For example: my legendary first uni friend described her appearance to me soon after we met. Because of this, I have never forgotten what she looks like and years later, still have what I think is a pretty accurate mental picture of her in my head. As someone who has been blind since birth, this is pretty rare. I hardly ever know what my friends look like, and I don’t even have that clear of an image of what I myself look like. But this friend, because she described herself so accurately and so soon after we met, is vivid in my mind. As a blind person, I rely on occasional mentions to slowly piece together what people and things look like visually. A friend will remark that certain colors don’t go with her red hair, find the perfect outfit to bring out her green eyes, or complain about her bra size. These little details are rarely mentioned together and so I usually never have a clear image in my head of what people around me look like. I’m not saying it’s a good idea to immediately describe your appearance to every blindy you meet, but taking the time to ask if they’d like to know what something looks like is often much appreciated.

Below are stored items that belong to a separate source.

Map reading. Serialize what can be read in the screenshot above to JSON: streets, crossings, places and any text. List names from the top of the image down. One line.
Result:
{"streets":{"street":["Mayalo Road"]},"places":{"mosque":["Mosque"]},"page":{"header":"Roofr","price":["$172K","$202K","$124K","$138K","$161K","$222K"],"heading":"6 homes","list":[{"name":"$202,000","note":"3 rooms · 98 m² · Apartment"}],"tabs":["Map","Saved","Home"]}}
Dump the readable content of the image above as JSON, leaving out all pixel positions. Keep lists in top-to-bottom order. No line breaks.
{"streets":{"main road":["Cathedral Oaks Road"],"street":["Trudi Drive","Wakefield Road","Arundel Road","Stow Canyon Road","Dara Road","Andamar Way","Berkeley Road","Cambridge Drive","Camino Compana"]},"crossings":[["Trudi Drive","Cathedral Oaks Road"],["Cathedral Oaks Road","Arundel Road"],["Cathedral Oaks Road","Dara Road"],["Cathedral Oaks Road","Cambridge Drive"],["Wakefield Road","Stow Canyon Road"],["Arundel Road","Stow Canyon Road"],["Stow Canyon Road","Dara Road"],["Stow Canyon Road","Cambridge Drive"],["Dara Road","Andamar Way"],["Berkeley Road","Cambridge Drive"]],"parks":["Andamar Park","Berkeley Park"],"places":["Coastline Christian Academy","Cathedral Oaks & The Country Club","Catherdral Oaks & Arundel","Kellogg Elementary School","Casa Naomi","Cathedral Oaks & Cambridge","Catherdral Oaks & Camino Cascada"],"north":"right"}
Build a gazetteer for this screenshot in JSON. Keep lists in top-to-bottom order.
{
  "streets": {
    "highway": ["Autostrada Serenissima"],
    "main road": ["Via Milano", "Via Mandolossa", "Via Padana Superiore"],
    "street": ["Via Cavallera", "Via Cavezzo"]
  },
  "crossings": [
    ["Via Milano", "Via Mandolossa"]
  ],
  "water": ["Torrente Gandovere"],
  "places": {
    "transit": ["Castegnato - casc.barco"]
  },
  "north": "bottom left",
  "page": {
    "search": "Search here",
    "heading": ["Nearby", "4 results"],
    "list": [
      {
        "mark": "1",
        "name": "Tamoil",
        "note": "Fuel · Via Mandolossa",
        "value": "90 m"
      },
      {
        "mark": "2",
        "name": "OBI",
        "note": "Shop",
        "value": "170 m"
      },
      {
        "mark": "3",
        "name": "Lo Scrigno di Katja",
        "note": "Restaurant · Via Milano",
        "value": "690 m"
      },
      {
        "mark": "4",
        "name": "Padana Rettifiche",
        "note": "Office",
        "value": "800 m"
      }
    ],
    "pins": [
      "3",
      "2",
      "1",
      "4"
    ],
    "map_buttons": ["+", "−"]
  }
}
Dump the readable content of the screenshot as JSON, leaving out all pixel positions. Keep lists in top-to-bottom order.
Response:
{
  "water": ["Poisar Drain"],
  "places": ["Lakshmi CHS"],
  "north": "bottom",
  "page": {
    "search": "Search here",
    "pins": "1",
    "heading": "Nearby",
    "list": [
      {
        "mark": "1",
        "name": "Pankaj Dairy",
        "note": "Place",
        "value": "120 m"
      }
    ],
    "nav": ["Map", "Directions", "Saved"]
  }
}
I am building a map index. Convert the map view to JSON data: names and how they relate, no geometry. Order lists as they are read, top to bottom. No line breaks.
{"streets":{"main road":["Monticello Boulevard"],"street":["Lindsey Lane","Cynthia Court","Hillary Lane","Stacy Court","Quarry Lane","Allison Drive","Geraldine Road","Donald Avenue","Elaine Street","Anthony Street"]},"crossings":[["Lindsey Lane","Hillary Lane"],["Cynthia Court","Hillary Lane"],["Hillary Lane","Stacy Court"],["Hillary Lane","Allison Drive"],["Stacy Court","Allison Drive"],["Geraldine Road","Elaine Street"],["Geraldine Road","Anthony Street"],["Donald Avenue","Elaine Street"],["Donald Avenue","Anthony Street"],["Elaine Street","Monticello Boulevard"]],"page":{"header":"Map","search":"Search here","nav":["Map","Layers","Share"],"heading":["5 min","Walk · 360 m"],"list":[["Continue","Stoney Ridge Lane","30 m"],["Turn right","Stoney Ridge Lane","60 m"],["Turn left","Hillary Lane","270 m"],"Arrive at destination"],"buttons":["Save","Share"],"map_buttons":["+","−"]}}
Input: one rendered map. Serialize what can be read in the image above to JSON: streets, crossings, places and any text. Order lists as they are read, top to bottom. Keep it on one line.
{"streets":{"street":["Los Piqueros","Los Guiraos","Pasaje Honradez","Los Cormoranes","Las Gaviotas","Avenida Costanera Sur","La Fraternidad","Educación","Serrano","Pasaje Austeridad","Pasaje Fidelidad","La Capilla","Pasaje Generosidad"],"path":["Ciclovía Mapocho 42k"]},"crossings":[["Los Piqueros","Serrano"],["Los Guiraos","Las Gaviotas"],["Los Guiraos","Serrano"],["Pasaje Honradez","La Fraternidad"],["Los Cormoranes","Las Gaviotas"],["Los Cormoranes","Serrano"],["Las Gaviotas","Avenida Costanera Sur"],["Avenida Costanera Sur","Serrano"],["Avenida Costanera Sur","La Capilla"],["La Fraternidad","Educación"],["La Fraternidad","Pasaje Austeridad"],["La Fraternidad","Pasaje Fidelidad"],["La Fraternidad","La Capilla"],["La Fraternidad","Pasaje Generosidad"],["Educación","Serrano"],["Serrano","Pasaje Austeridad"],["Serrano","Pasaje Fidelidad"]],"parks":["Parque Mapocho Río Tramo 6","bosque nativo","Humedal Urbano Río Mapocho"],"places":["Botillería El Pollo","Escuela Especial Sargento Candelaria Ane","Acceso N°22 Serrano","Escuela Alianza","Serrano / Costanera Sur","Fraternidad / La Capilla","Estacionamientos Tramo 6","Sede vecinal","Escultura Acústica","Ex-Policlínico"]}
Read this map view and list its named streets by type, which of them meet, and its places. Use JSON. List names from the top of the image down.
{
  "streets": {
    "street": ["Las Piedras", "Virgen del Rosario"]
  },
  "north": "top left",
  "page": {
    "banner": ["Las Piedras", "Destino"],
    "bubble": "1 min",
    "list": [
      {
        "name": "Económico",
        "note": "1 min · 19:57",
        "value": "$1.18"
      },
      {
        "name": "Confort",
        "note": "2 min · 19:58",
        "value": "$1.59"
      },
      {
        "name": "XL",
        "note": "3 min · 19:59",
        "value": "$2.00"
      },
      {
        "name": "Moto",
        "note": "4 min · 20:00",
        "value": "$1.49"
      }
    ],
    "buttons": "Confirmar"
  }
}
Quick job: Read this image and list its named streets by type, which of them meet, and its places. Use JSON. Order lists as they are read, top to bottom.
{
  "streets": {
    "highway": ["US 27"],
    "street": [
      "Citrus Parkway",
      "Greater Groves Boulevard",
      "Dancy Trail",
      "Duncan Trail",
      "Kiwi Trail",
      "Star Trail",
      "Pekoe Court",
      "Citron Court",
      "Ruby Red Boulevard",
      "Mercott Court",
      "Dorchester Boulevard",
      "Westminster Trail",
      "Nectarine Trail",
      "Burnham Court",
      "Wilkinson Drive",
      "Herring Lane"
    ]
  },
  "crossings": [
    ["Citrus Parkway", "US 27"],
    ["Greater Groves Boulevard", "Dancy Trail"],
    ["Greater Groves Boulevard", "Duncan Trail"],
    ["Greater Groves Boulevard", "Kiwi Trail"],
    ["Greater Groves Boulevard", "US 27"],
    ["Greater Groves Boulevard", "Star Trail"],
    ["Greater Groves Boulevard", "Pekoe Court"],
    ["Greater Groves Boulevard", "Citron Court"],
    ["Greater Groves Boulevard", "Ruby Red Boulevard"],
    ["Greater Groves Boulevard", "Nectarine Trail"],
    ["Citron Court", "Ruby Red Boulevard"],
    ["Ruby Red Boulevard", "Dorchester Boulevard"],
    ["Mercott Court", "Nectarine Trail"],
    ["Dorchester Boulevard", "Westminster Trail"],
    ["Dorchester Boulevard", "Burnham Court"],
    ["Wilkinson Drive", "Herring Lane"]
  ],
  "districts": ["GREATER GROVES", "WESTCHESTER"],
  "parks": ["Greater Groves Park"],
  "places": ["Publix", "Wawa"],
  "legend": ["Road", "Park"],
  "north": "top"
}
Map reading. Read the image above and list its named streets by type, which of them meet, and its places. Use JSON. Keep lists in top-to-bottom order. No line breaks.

One last thing I’ll slip in here real quick. In social gatherings, it’s very common for non-verbal jokes and the like to pepper conversations. There’s nothing more awkward than sitting in a group as everyone around you laughs while you try to smile, not having the faintest idea what’s funny. Quietly describing what happened is the most inclusive thing a sighted ally can do in this moment. Even if the blindy has to snicker belatedly, at least they know what happened and they’re not being left out.
Be kind, and be aware.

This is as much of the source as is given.